At Title Wave Books in Spenard, owner Angela Libal decided to start hiring again back in April. Her staff is about a third smaller than it was pre-pandemic, which means things can get overwhelming on busy days. She said hiring this spring and summer has been frustratingly different than in years past.

“We would maybe have 40, 50, 60 applicants. And then when we’d go to set up interviews, we’d have 10 or 12 people, but maybe only two would show up,” she said. “Trying to figure out, why are people booking an interview when they are not going to show up?”

Angela Libal, owner and manager of Title Wave Books in Anchorage, on Aug. 30, 2021. (Jeff Chen/Alaska Public Media)

Libal guessed that because everyone’s hiring, workers can be choosy about where they go.

Dawn Walsh, co-owner of ShuzyQ shoes in South Anchorage can relate. She’s been trying since March to bring on new hires. Her staff of 10 has dropped to three and she said old recruitment methods like word of mouth don’t seem to be enough anymore.

“Before, the issue was finding someone who really fit in and that had experience and that would work with our team well,” she said. “But now it’s that we’re not getting any applicants.

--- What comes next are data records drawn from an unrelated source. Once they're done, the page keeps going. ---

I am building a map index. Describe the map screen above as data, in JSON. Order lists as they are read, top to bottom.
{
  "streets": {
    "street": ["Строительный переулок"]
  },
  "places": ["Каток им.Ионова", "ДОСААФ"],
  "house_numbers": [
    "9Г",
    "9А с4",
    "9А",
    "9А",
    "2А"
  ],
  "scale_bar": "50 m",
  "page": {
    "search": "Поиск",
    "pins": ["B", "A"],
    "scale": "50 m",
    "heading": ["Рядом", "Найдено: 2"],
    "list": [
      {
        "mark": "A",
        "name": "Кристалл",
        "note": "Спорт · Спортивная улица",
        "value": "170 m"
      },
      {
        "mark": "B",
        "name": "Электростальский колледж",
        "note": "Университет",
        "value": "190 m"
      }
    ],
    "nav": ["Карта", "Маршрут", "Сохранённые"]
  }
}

At all.”

Walsh said they raised wages and gave the store manager a bonus this year — a common market response in a labor shortage, according to labor economist Weller.

“If we need to, we will pay more,” said Walsh. “We’re just nervous about losing anybody right now.”

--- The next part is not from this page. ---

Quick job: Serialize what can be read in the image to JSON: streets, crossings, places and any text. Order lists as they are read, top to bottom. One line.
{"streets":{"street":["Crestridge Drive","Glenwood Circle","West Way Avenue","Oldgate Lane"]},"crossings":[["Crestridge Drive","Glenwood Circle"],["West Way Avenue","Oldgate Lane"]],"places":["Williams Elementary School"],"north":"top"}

She said, at first, she thought she might be competing with unemployment benefits, and that’s why she wasn’t getting a response. Now, she said, she thinks the pandemic has caused people to adjust their priorities.

“I just heard from an employee that’s going to college and she just said she’s not working weekends anymore,” said Walsh “And that’s good. It’s good if people want to make those lifestyle choices. It’s just not very good for us in retail.”

Brown, at Wild Scoops, said it’s been a hard 18 months for everyone, not just in retail. The list is long.

“The restaurant workers, the nurses, the doctors, the teachers, the single parents, the school-aged parents, school-aged kids, high schoolers… There’s so few people in groups who actually won out this last year and a half,” she said. “Everybody’s feeling the burnout.”